Bartholomew has been impressed with the images he can get, especially with an increasing number of overweight patients. “I get higher quality pictures on harder-to-penetrate patients with ultrasound.”

He particularly appreciates the ability to study structures in real time. “You can watch the heart as it’s beating and cut an unlimited amount of planes just by angling the probe.” With other modalities, you can’t see an unlimited number of heartbeats while deciding what to take pictures of, he points out. With echo, “you can do a lot more shopping and get more information that way.”

With an aging population, echo will be a cost-effective way to provide care. “The longer you live, the more things are going to deteriorate,” says Bartholomew and echo is a relatively easy and safe way to find problems.


What’s next?

With the ongoing focus on heart disease and an aging population that is sure to face more heart conditions, echocardiography vendors are fine tuning their products.

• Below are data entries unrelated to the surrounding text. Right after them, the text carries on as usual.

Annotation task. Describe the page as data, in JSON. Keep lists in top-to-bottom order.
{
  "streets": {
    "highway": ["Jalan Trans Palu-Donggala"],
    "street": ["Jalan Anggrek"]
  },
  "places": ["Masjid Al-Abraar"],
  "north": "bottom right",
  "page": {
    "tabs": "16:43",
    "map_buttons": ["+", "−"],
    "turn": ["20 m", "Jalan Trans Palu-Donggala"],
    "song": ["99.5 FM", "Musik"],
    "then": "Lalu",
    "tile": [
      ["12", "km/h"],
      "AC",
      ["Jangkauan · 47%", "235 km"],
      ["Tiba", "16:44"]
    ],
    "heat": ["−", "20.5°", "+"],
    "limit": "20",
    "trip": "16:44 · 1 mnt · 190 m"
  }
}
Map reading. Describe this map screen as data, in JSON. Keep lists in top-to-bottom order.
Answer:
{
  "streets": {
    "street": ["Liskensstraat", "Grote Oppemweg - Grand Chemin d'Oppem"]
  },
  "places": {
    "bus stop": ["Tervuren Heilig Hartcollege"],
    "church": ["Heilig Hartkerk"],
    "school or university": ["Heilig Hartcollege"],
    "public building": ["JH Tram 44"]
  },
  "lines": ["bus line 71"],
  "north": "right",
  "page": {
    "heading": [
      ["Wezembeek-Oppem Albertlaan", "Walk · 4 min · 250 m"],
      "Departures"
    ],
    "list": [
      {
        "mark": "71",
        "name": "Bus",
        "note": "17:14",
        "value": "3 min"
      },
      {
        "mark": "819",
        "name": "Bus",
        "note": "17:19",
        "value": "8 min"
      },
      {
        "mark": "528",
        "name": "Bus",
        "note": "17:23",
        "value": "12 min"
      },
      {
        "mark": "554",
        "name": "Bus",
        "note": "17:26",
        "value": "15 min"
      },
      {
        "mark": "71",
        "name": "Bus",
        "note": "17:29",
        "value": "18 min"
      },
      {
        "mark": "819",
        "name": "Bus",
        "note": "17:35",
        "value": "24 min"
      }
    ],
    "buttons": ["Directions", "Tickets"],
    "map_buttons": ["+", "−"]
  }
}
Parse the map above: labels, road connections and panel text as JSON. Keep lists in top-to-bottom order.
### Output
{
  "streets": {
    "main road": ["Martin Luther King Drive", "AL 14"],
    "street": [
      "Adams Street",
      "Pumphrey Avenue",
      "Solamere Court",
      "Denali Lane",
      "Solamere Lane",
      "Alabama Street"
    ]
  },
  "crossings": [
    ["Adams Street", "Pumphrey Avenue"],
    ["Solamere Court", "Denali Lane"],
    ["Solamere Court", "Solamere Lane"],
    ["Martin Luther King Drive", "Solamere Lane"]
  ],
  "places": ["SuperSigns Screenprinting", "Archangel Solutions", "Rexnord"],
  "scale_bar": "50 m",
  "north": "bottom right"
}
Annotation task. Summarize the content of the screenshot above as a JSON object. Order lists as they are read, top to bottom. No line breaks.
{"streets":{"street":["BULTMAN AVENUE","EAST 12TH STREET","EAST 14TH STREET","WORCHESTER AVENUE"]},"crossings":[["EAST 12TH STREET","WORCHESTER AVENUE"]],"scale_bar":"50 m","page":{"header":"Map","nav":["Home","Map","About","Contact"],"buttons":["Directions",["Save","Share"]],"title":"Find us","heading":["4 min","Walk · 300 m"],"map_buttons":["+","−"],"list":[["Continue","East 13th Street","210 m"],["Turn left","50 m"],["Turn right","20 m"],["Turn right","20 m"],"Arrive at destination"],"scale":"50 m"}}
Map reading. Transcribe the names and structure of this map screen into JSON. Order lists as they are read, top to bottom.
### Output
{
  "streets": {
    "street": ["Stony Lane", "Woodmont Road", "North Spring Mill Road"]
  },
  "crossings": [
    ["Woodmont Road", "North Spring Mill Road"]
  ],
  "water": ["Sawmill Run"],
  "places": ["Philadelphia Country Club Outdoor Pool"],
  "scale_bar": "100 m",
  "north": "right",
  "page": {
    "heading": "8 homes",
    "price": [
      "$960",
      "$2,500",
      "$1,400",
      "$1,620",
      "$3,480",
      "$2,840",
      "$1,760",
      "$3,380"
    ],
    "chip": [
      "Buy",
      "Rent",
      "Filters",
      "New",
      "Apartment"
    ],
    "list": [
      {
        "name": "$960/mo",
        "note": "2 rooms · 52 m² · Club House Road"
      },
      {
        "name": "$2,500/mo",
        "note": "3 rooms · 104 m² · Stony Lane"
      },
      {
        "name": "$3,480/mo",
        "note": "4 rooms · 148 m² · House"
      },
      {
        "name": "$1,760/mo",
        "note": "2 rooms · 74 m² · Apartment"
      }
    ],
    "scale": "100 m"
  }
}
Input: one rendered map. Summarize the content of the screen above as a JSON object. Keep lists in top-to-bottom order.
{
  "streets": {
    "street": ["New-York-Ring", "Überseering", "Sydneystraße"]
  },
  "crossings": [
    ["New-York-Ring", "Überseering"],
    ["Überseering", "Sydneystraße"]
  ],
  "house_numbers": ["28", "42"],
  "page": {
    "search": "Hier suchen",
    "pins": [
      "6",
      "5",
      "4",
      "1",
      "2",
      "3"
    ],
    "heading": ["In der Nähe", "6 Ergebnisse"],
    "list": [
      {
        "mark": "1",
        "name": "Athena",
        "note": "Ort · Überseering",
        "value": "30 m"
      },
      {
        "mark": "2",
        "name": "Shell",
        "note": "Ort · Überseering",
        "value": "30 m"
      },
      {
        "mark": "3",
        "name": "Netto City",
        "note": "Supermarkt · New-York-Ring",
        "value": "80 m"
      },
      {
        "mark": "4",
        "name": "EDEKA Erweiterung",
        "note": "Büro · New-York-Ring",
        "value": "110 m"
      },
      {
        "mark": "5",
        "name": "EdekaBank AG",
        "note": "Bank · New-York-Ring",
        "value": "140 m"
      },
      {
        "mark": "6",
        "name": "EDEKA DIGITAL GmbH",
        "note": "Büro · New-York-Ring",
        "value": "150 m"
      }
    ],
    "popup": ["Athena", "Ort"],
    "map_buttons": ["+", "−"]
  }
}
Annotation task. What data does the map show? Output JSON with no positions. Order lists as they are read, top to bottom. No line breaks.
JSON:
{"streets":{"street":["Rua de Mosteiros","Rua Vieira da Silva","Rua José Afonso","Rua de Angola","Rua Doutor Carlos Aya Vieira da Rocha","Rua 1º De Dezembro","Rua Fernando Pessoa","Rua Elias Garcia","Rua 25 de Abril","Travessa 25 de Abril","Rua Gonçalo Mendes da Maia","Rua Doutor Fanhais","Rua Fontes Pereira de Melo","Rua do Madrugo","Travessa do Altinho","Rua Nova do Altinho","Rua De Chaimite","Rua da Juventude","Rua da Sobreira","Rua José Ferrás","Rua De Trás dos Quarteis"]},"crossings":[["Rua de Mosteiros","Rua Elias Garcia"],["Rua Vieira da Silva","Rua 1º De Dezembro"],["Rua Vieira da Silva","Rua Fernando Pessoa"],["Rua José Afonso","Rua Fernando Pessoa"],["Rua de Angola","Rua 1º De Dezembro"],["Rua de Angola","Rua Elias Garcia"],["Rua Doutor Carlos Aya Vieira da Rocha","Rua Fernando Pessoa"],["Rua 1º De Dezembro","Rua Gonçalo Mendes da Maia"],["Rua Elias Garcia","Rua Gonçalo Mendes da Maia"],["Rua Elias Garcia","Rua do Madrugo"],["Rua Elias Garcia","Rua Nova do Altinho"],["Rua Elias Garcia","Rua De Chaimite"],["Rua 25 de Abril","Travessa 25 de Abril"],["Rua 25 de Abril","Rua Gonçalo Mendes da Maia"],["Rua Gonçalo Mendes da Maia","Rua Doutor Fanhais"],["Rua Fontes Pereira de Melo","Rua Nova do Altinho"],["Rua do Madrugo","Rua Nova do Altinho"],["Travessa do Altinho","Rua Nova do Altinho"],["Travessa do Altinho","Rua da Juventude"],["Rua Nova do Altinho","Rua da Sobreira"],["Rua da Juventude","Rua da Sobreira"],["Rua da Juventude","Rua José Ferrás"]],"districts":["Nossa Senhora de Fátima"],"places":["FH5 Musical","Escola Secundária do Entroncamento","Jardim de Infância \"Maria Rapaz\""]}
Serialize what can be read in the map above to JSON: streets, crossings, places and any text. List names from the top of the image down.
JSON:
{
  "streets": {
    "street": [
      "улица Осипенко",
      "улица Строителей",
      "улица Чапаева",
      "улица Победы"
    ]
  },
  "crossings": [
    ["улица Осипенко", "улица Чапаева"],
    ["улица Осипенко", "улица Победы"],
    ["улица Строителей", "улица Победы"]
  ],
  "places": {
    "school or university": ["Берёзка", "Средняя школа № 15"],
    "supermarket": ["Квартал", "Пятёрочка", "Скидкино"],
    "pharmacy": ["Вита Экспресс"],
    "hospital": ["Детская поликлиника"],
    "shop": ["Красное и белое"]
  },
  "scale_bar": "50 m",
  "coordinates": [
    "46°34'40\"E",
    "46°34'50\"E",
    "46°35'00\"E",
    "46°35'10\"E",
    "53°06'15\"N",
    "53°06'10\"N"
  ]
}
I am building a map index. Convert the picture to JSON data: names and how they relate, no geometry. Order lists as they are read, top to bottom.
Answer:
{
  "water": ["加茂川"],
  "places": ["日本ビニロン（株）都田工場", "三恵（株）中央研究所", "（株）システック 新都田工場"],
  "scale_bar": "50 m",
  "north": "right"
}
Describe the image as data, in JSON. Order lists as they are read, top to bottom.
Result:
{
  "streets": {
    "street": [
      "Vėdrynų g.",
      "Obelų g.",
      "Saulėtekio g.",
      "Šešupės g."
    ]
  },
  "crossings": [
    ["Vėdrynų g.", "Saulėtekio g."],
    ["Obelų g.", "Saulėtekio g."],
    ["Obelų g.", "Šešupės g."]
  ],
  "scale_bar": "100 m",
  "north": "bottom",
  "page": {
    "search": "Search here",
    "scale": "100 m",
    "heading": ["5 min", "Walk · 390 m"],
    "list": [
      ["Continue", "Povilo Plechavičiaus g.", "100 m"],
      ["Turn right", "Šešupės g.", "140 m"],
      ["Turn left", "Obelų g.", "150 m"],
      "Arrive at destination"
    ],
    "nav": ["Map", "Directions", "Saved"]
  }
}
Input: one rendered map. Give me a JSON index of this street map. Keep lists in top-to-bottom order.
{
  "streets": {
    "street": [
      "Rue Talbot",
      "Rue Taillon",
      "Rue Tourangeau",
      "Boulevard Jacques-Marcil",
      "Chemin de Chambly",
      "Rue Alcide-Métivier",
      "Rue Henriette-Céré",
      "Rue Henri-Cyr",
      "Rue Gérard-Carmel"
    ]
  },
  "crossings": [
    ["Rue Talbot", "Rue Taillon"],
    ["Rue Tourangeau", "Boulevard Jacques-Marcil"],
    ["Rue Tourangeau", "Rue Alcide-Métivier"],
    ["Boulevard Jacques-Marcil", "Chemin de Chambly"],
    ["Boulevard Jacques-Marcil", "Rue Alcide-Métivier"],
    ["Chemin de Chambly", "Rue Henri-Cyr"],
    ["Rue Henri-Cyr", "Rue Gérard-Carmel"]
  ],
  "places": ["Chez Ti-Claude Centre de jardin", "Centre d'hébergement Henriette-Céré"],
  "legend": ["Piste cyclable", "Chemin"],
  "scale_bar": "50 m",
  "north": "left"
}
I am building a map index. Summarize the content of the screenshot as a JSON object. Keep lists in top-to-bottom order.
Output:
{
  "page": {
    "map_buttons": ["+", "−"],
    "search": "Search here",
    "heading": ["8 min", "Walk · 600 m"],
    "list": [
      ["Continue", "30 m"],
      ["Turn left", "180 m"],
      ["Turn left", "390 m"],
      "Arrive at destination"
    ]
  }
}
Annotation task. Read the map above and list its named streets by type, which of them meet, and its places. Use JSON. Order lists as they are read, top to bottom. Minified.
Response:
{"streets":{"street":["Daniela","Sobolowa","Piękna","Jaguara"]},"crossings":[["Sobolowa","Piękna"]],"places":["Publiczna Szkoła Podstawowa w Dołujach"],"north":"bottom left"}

Beaulieu expects “even a higher quality of image. Right now, we see many artifacts by the rib cage and lungs when performing echocardiography.” Because ultrasound doesn’t penetrate bone or lungs well, he thinks we’ll soon see technology that filters artifacts better.”

Devices even smaller than today’s handhelds may become available but Beaulieu says they can’t be too small or physicians won’t be able to see the images. More likely are lighter devices with more functions.

Another potential change for echo is the use of contrast agents to help asses how the heart squeezes, says Bartholomew. Contrast agents would allow for better viewing of left ventricular function.

Researchers also have been working for about the last decade on finding a way to use some type of medium to assess perfusion of the heart by seeing how it deposits blood in the muscle. That is similar to other scans, Bartholomew says, but doesn’t use radioactive isotopes like a nuclear scan does.